'Anin, Barta'a-Reihan, Tayba-Rummana
06:00-06:40 Barta’a checkpoint
It was immediately apparent there was no one keeping order in the Palestinian parking lot (the “red side” of the checkpoint), given the crowding and the masses of people at the turnstiles. There’s no sign of A., who volunteers to keep order, nor of the five hired personnel who began working two weeks ago but didn’t come this week. A. now works in Nazareth and
crosses through a different checkpoint. Crowding starts at 04:30, half an hour before the checkpoint opens, and continues until approximately 07:30 on a good day. People are angry and tired even before beginning their workday. What Israeli would have been willing to waste one or two hours each morning in an annoying, crowded, congested line? R., from the checkpoint management, politely and calmly rebuffs my attempt to find out what they’re doing to ease the line. What do you know, he tells me repeatedly. What I’ve seen and heard for fourteen years, I reply. He finds that hard to believe. At least both turnstiles are operating simultaneously for people entering the terminal. After stopping for 4-5 minutes they turn again and about 50 people come through, mostly young men, pushing and shoving; some were trapped within the turnstile when it stopped. Others, mostly older men, prefer to wait off to the side, at the price of being very late to work.
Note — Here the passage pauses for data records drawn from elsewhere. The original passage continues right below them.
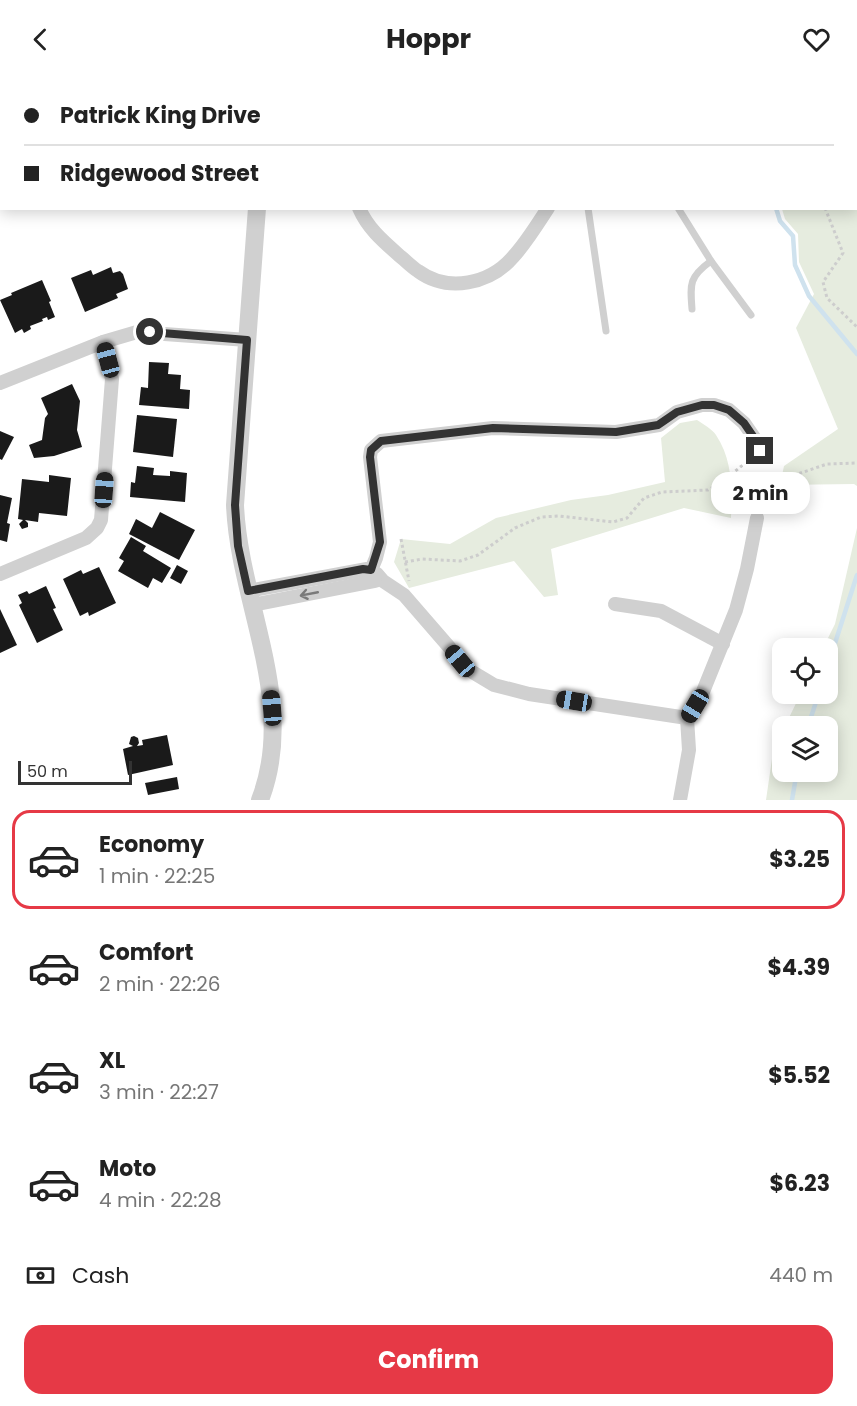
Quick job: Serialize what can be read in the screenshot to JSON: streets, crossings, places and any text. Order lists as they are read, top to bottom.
{
  "scale_bar": "50 m",
  "page": {
    "header": "Hoppr",
    "banner": ["Patrick King Drive", "Ridgewood Street"],
    "bubble": "2 min",
    "scale": "50 m",
    "list": [
      {
        "name": "Economy",
        "note": "1 min · 22:25",
        "value": "$3.25"
      },
      {
        "name": "Comfort",
        "note": "2 min · 22:26",
        "value": "$4.39"
      },
      {
        "name": "XL",
        "note": "3 min · 22:27",
        "value": "$5.52"
      },
      {
        "name": "Moto",
        "note": "4 min · 22:28",
        "value": "$6.23"
      }
    ],
    "pay": ["Cash", "440 m"],
    "buttons": "Confirm"
  }
}
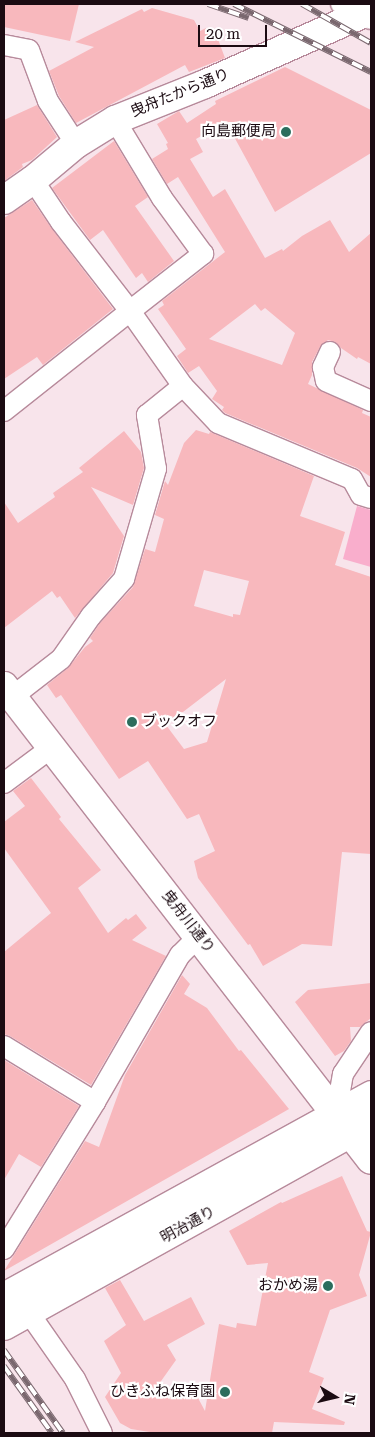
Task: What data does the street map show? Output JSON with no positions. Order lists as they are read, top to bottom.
{
  "streets": {
    "street": ["曳舟たから通り", "曳舟川通り", "明治通り"]
  },
  "crossings": [
    ["曳舟川通り", "明治通り"]
  ],
  "places": [
    "向島郵便局",
    "ブックオフ",
    "おかめ湯",
    "ひきふね保育園"
  ],
  "scale_bar": "20 m",
  "north": "right"
}
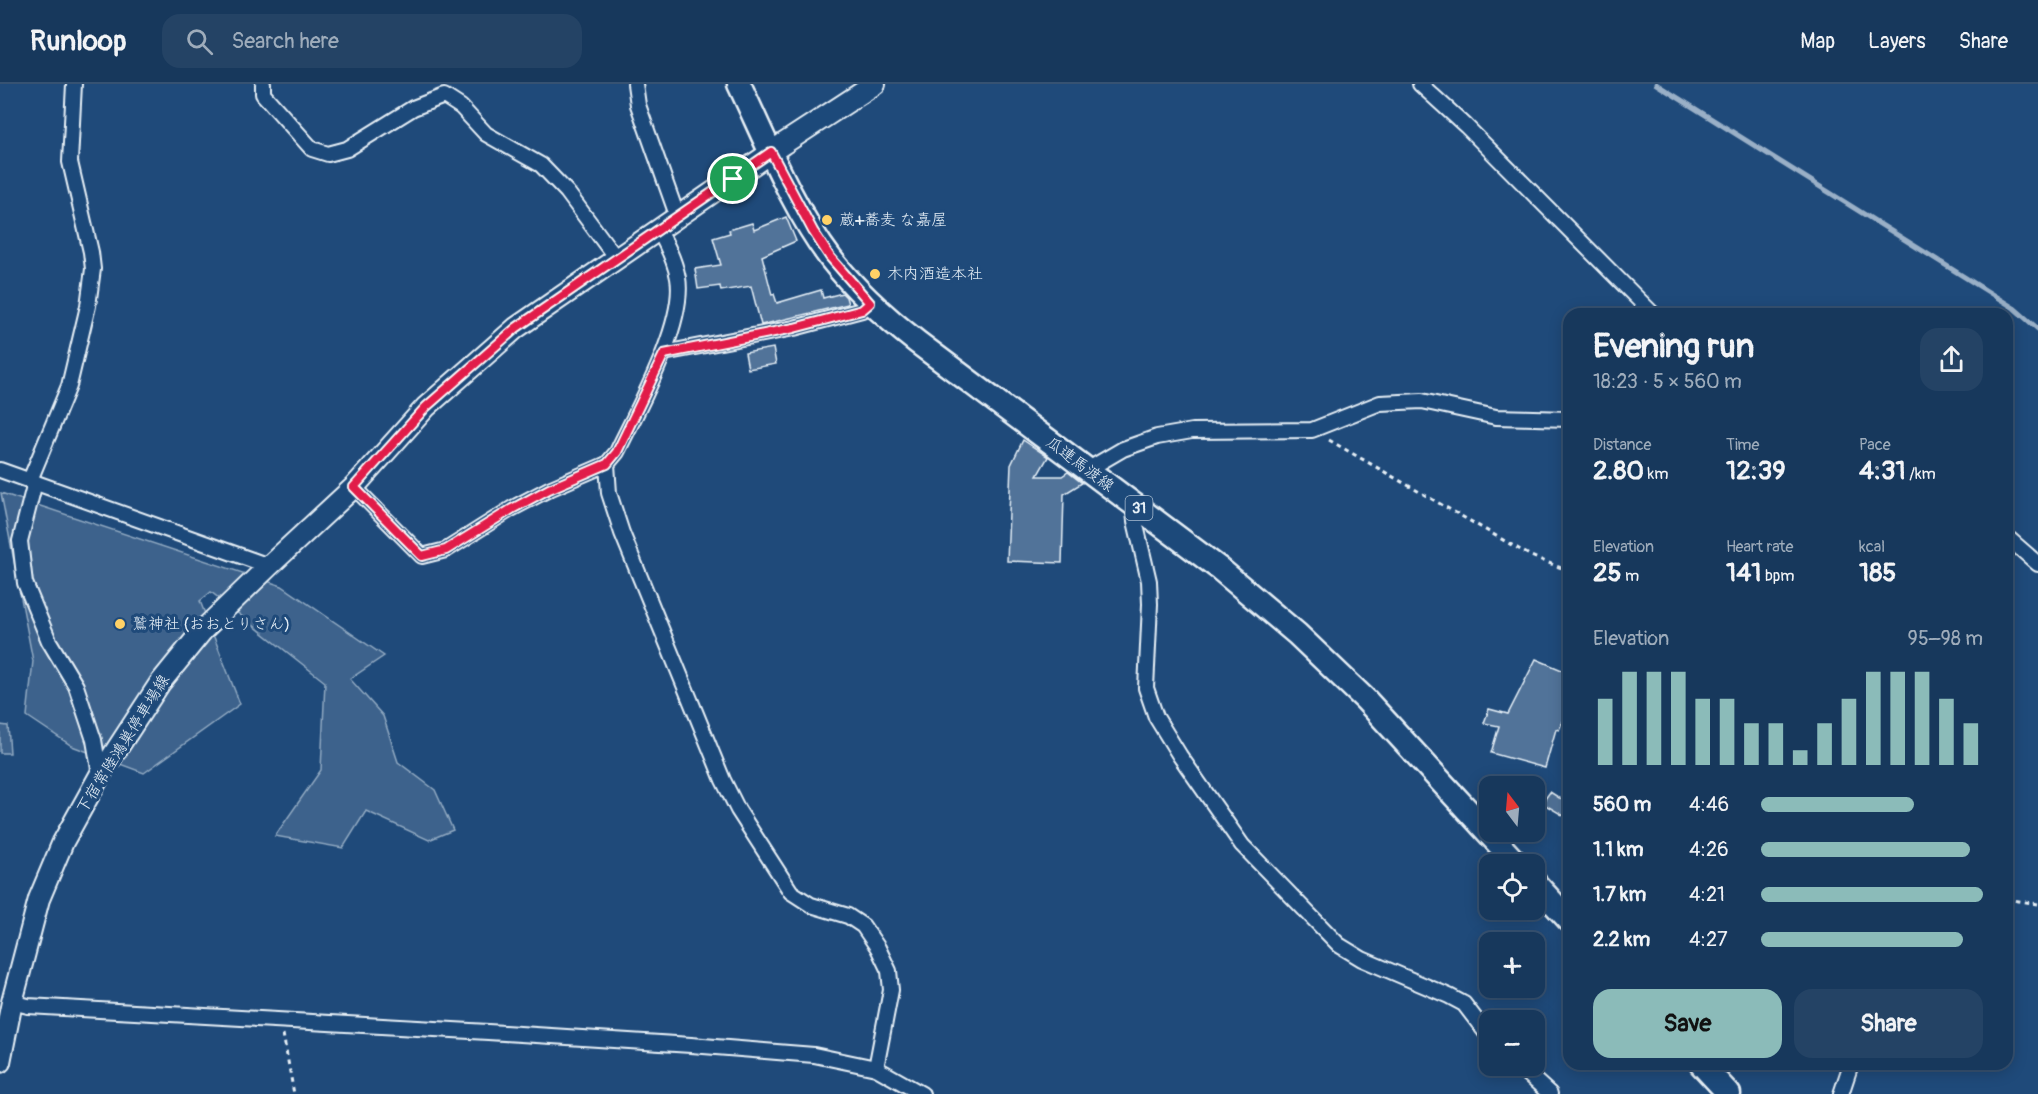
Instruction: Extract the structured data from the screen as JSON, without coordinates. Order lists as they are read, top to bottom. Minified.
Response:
{"streets":{"main road":["瓜連馬渡線","31","下宿常陸鴻巣停車場線"]},"crossings":[["瓜連馬渡線","下宿常陸鴻巣停車場線"]],"places":["蔵+蕎麦 な嘉屋","木内酒造本社","鷲神社 (おおとりさん)"],"north":"top","page":{"header":"Runloop","search":"Search here","nav":["Map","Layers","Share"],"heading":["Evening run","18:23 · 5 × 560 m"],"stats":[["Distance","2.80 km"],["Time","12:39"],["Pace","4:31 /km"],["Elevation","25 m"],["Heart rate","141 bpm"],["kcal","185"]],"chart":["Elevation","95–98 m"],"map_buttons":["+","−"],"list":[{"name":"560 m","note":"4:46"},{"name":"1.1 km","note":"4:26"},{"name":"1.7 km","note":"4:21"},{"name":"2.2 km","note":"4:27"}],"buttons":["Save","Share"]}}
06:40 300-400 people were still waiting.
06:50-07:20 A’anin agricultural gate 214
The checkpoint opened on time but crossing goes slowly: The soldiers, who are acting as “fashion police,” didn’t allow ten people through because they thought they were too well-dressed for farm work. Let’s assume they’re not heading to the olive groves today, but why do they think a Palestinian farmer must be wearing dirty clothes?
An elderly resident of A’anin goes through without a permit, because of his age. His son’s permit was confiscated as part of the Shabak’s general, inexplicable clampdown. He knows about the wholesale clampdown but believes his son must be permitted, like him, to cross without documents.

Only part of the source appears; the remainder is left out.